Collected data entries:
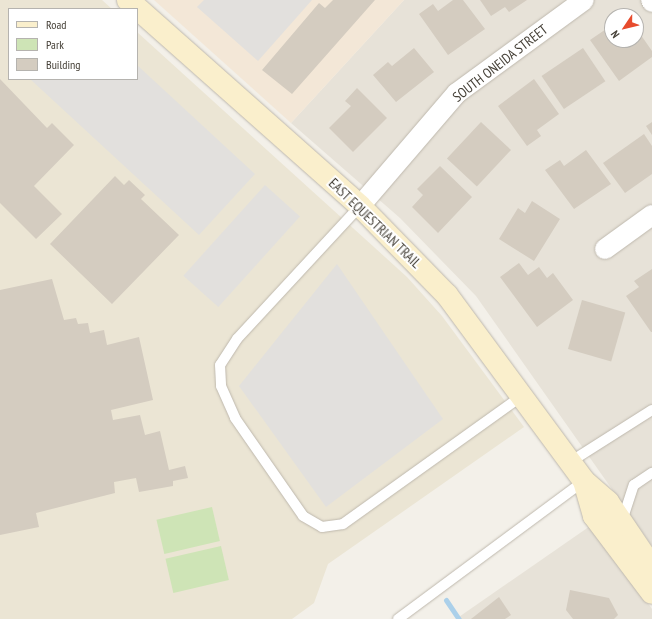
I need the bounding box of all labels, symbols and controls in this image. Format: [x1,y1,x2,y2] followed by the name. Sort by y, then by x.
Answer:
[8,8,138,80] legend
[604,8,644,48] north arrow
[46,17,66,32] text: Road
[449,21,551,105] street label: SOUTH ONEIDA STREET
[608,28,622,41] text: N
[46,37,64,52] text: Park
[46,57,81,72] text: Building
[325,174,425,272] street label: EAST EQUESTRIAN TRAIL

=== TASK DETAILS ===
What you return must match the entries above exactly, apart from the pictures, which are left out.

=== WORKED SOLUTION ===
I need the bounding box of all labels, symbols and controls in this image. Format: [x1,y1,x2,y2] followed by the name. Sort by y, then by x.
Answer:
[8,8,138,80] legend
[604,8,644,48] north arrow
[46,17,66,32] text: Road
[449,21,551,105] street label: SOUTH ONEIDA STREET
[608,28,622,41] text: N
[46,37,64,52] text: Park
[46,57,81,72] text: Building
[325,174,425,272] street label: EAST EQUESTRIAN TRAIL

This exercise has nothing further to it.